Publishers warn tech giants not to use their books as AI sources

The biggest British publishing houses have warned dozens of tech companies that they will need to pay to use the content in books, journals, and papers for their artificial intelligence models.

The Publishers Association expressed “deep concern” for its members, including Penguin Random House HarperCollins, and Oxford University Press. It believes that”vast quantities of copyrighted works” were being fed into their generative AI program without authorisation by tech companies.

Google DeepMind was one of 50 recipients who received the letter last week. Also included were Meta, owner of Facebook and OpenAI (the company behind ChatGPT). We have contacted these three companies for a comment.

The letter stated: “Our members, outside of any licensing agreements to the contrary do not authorise or grant permission for any use of their copyrighted works, including large language models and other generative AI products, in relation to training, development, or operation of AI models, without limitation.
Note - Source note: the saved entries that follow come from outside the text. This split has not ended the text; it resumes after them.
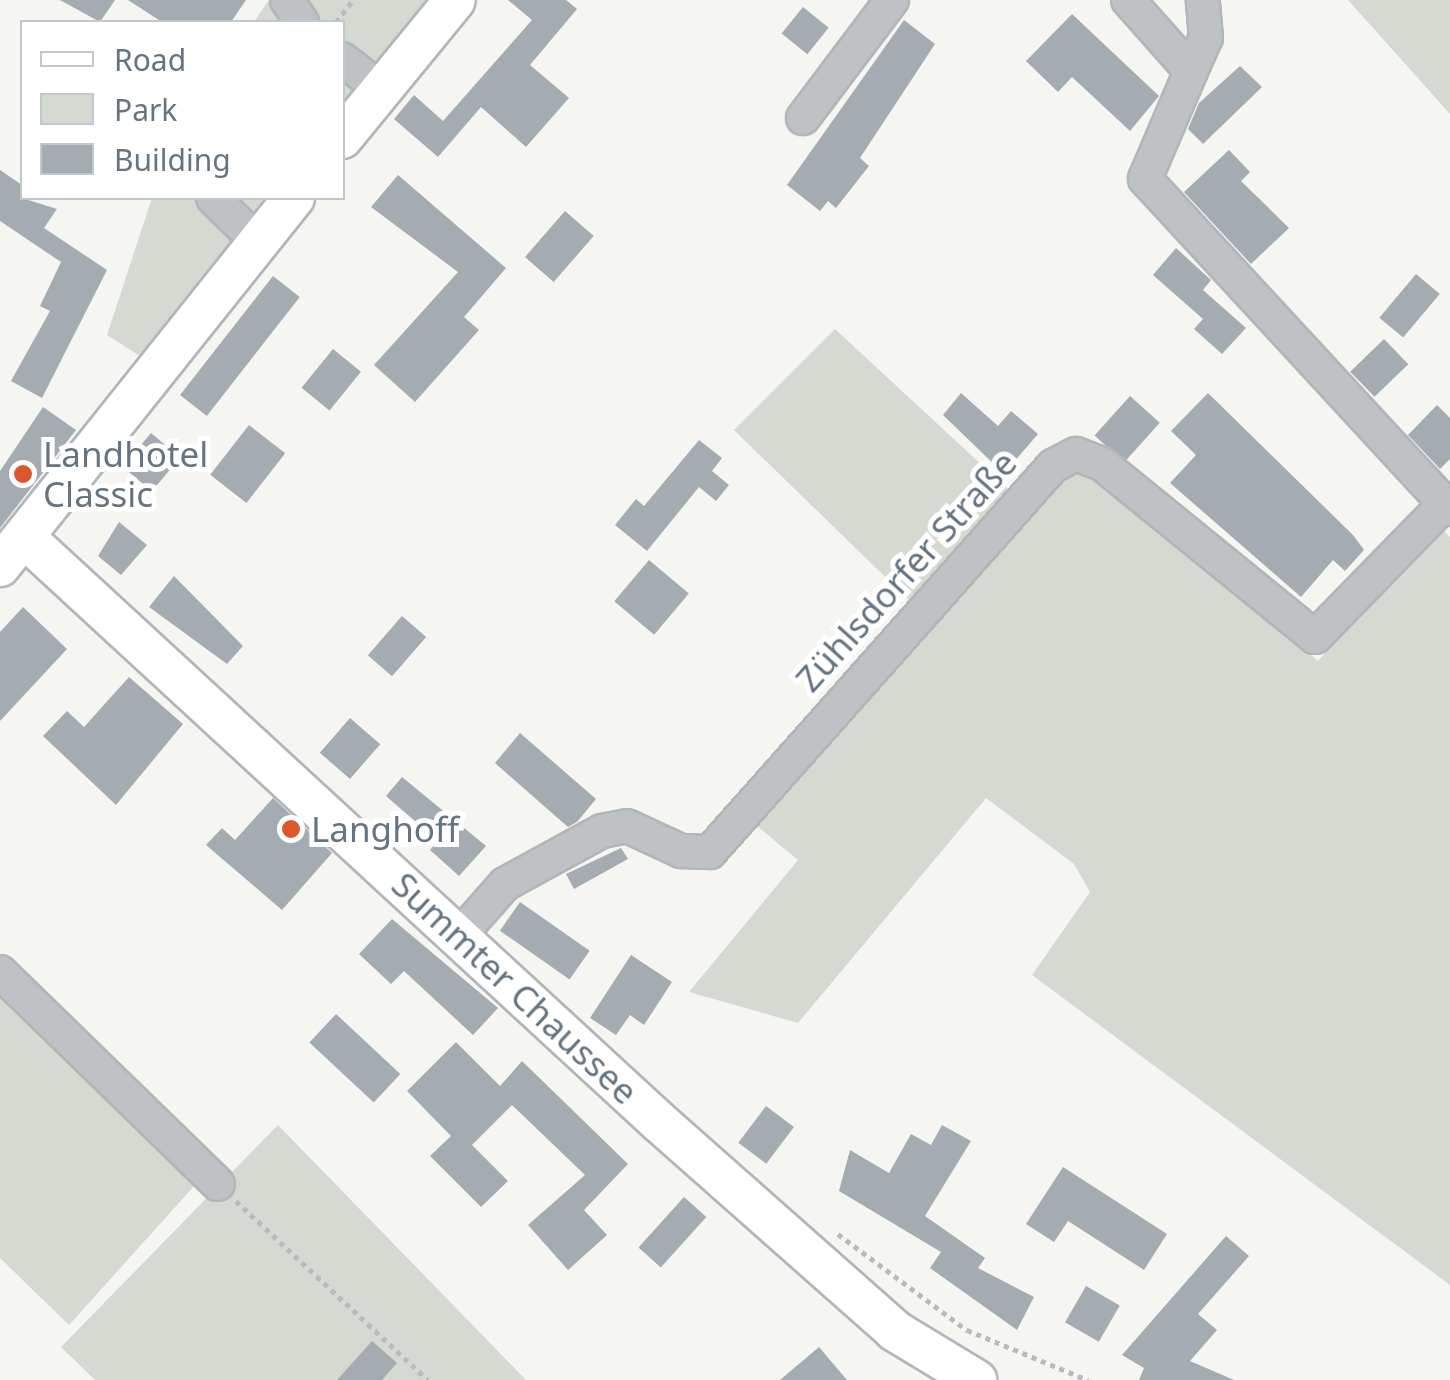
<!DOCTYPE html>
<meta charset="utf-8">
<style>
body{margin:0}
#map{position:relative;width:1450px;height:1380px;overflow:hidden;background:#f5f5f1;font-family:"Noto Sans",sans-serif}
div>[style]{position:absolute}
.green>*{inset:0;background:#d4dad1}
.building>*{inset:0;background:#a4acb2;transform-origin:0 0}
.path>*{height:5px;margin-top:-2.5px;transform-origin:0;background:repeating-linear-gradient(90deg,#b8bbbd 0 5px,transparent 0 10px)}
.roads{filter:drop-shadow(2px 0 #b1b6b9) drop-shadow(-2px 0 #b1b6b9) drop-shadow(0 2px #b1b6b9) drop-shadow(0 -2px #b1b6b9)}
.minor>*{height:32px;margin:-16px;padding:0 16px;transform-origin:16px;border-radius:16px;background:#bec2c5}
.major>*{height:40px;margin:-20px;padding:0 20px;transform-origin:20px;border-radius:20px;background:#fff}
.dots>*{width:28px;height:28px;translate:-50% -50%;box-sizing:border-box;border:5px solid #fff;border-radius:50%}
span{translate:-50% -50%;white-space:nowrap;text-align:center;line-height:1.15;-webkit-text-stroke:10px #fff;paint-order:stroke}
.poi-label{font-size:35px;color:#657481}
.left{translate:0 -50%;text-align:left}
.street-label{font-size:35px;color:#657481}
.legend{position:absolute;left:20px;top:20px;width:325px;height:180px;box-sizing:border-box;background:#fff;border:2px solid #c1c7cd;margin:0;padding:12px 18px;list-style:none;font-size:30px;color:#657481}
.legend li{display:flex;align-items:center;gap:20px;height:50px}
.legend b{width:50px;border:2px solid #c1c7cd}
</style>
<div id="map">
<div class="green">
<div style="clip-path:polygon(269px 0,432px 0,343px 112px,342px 22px,254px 22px)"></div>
<div style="clip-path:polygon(1348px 0,1450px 0,1450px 114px)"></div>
<div style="clip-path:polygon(152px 198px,274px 198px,143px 358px,107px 335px)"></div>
<div style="clip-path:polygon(835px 329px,1024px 504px,1073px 458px,1318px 661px,1438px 525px,1450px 537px,1450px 1285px,1032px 975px,1090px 892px,1074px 864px,986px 798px,798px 1023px,689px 992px,798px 860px,738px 810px,910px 601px,734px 430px)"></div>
<div style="clip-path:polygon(0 989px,195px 1185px,69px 1325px,0 1258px)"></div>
<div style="clip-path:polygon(278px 1125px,526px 1380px,95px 1380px,61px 1347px)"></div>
</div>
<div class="building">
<div style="clip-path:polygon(60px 0,115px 0,100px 22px)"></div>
<div style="clip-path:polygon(128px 0,246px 0,231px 22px,162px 22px)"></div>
<div style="clip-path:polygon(508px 0,566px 0,577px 9px,530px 65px,569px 98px,526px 147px,481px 107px,438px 157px,394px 119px,414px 95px,443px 121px,532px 20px)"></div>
<div style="left:803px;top:7px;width:33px;height:34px;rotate:39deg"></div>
<div style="clip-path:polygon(1072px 14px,1159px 96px,1130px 131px,1072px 77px,1058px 92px,1026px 61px)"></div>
<div style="clip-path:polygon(904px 20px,935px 44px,860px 158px,869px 166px,836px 208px,828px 201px,820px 211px,787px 185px)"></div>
<div style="clip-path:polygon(1240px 66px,1262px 87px,1203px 144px,1188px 129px,1199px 103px)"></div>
<div style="clip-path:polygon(1229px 150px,1250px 172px,1241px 181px,1289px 228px,1251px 264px,1184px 192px)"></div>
<div style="clip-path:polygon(0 170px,22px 185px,22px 198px,57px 209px,44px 228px,107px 270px,42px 398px,11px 381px,50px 311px,40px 306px,61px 262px,0 221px)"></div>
<div style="clip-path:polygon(398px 175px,506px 268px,464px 317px,479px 330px,415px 402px,374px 365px,458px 272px,371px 207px)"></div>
<div style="left:565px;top:211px;width:38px;height:61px;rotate:41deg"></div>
<div style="clip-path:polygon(1176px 248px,1211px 280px,1203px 290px,1246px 328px,1222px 354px,1194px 329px,1203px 319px,1153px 275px)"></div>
<div style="left:1416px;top:274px;width:31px;height:57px;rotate:40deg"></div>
<div style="left:273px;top:276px;width:34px;height:151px;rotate:38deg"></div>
<div style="left:1384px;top:339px;width:35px;height:47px;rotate:46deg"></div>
<div style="left:333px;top:349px;width:36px;height:50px;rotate:39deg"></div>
<div style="clip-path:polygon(961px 393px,998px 426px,1011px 411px,1038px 434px,1012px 464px,1000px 470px,943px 415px)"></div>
<div style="clip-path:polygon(1208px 393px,1353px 535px,1364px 550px,1345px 571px,1333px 560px,1301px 597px,1170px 483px,1196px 455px,1171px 431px)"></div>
<div style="left:1130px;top:396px;width:40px;height:53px;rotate:42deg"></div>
<div style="clip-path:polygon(1437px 405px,1450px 418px,1450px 459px,1440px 469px,1408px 435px)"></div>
<div style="clip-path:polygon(43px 407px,76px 430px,0 528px,0 471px)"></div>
<div style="left:249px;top:425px;width:46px;height:63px;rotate:38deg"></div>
<div style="left:151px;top:433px;width:38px;height:44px;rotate:40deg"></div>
<div style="clip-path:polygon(699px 440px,722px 458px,712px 471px,729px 485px,716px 501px,699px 487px,647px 551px,615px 525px,636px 499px,644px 506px)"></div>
<div style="clip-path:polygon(119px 522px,147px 545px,121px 575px,98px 556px)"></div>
<div style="left:649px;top:560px;width:52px;height:54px;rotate:40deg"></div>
<div style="clip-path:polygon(174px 576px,243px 646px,227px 664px,149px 607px)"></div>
<div style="clip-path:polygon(23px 607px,67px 649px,0 721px,0 632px)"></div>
<div style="left:402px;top:616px;width:32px;height:52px;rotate:41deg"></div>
<div style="clip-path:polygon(129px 677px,183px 724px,116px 805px,43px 736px,67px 711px,84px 727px)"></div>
<div style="left:350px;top:718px;width:40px;height:46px;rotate:41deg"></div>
<div style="clip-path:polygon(520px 733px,596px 799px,577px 822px,568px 827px,495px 763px)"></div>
<div style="clip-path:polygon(402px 777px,486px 846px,459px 876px,430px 850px,438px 841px,386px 796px)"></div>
<div style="clip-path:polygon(273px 798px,332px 853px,282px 910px,206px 845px,222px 828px,235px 840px)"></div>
<div style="clip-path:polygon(621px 848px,628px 859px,574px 889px,566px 874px)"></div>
<div style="left:520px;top:902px;width:85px;height:35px;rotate:35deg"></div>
<div style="clip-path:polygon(392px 919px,498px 1008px,473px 1035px,404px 971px,391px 984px,359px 954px)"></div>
<div style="clip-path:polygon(631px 955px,672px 982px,644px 1025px,630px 1015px,616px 1035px,590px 1018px)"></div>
<div style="left:336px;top:1014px;width:88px;height:39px;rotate:43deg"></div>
<div style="clip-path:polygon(456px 1042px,500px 1086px,522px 1061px,628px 1164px,584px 1210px,607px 1235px,568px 1270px,528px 1225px,585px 1175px,512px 1105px,472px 1145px,508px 1181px,481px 1207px,430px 1156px,451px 1136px,407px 1091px)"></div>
<div style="left:766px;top:1106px;width:35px;height:46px;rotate:37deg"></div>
<div style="clip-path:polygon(942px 1125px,971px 1141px,925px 1216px,985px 1258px,978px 1268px,1034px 1297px,1017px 1330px,930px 1268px,941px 1252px,839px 1191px,850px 1150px,889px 1173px,911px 1134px,931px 1145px)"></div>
<div style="clip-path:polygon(1063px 1167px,1167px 1234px,1144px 1270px,1068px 1221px,1054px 1242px,1026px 1224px)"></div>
<div style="left:684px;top:1197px;width:30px;height:68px;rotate:42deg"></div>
<div style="clip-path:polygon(1226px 1236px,1249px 1256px,1198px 1314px,1217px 1330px,1190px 1361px,1234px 1380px,1139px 1380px,1144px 1368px,1122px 1355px)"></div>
<div style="left:1086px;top:1286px;width:39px;height:42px;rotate:30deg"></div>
<div style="clip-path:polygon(372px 1341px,397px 1363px,382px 1380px,337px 1380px)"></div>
<div style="clip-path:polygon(819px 1347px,847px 1380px,780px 1380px)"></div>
</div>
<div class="path">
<div style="left:336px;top:22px;width:28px;rotate:-52deg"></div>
<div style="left:236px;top:1201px;width:262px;rotate:43deg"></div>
<div style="left:838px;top:1234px;width:161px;rotate:36.7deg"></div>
<div style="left:967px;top:1330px;width:131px;rotate:22.5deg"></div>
</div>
<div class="roads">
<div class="minor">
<div style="left:287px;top:0;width:27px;rotate:56deg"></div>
<div style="left:1128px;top:0;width:95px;rotate:48.4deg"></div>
<div style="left:1191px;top:71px;width:117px;rotate:113.1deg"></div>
<div style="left:1145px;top:179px;width:449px;rotate:47.3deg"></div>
<div style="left:342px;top:59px;width:51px;rotate:37.8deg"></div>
<div style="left:1191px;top:71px;width:36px;rotate:-66deg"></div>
<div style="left:1206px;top:38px;width:38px;rotate:-95deg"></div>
<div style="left:803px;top:118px;width:148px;rotate:-53deg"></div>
<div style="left:213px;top:198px;width:63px;rotate:44.4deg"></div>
<div style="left:460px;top:935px;width:68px;rotate:-48.6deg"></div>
<div style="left:505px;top:884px;width:111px;rotate:-28.7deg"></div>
<div style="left:602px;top:831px;width:25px;rotate:-11deg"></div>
<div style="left:627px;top:826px;width:60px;rotate:24.8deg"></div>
<div style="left:681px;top:851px;width:29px;rotate:2deg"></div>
<div style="left:710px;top:852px;width:516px;rotate:-48.38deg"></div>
<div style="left:1053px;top:466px;width:26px;rotate:-28deg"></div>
<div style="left:1076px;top:454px;width:28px;rotate:21deg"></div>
<div style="left:1102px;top:464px;width:274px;rotate:39.1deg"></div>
<div style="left:1315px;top:637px;width:186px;rotate:-45.7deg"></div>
<div style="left:0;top:972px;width:304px;rotate:44.2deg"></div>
</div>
<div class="major">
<div style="left:342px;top:138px;width:178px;rotate:-50.7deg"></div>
<div style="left:24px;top:537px;width:862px;rotate:42.65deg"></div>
<div style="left:658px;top:1121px;width:317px;rotate:41.5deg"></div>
<div style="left:895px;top:1331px;width:95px;rotate:31.2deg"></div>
<div style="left:0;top:566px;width:471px;rotate:-51.4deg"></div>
</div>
</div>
<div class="dots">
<div style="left:23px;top:474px;background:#dc572a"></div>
<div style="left:291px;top:829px;background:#dc572a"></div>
</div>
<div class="poi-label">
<span class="left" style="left:43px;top:474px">Landhotel<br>Classic</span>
<span class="left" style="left:311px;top:829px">Langhoff</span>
</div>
<div class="street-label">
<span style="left:906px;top:571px;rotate:-48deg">Zühlsdorfer Straße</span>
<span style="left:515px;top:988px;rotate:43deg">Summter Chaussee</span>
</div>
<ul class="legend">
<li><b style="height:12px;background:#fff"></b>Road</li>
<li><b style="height:28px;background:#d4dad1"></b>Park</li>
<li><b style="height:28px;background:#a4acb2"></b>Building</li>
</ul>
</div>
The tension between the technology industry and creative industries is increasing over copyright. The AI model training process requires vast amounts of high-quality information, but data owners would prefer to be compensated for their use. Data quality determines output quality, but it is not easy to discover what data is being fed to the technology.

Dan Conway is the chief executive of Publishers Association. He claimed that content used to train AI model was “ripped off globally”. He added that if the tide of content used to train AI models is not checked, it could cause unprecedented damage to creative industries.

The biggest businesses in the world are investing billions into generative AI. Its proponents claim that it will have a similar impact on society and industry as the introduction of the internet. Generative AI Models are able to produce answers to anything, including requests for poetry or scripts for films to check software code.

Content producers and creative industries have launched several major court cases. These are watershed moments for the copyright dispute, and will set the rules in place for years to come.

Authors Guild in the United States has filed a class action suit against OpenAI, which includes the writers John Grisham, Jodi Picoult and others.

Microsoft and OpenAI claim that they used the information for training their AI models, and “free-riding”, while Universal Music sues Anthropic about the use its song lyrics.

The subject is so controversial in the UK that discussions between creative industries and technology firms, , held by the Intellectual Property Office, to come up with a voluntary code, have broken down.

The Department for Science, Innovation and Technology has been tasked to take up this baton and tread the difficult path of setting a copyright framework and coming up with a solution that is acceptable to all parties. Its goal is to create a system that “will help overcome the barriers AI firms and users face today and ensure that there are rights holders protections”.

Conway said that the decision to send a letter to AI companies shows “publishers’ continued frustration over their copyright-protected work being used to develop AI models.”

This is done without their consent. There is no transparency. And there’s no remuneration. He claimed that authors are aware that their work has been used illegally to train the systems, and that they have no control of the replication of the output. “This can be fundamentally wrong, misleading for readers, or just copy-cat materials that then compete with the original works,” he said.

In its letter, The Publishers Association called on the large technology companies to find a solution to ensure “appropriate compensation and appropriate attribution” to authors and publishers. It said that licensing on a voluntary base is the best way to develop AI models in an ethical, legal and sustainable manner.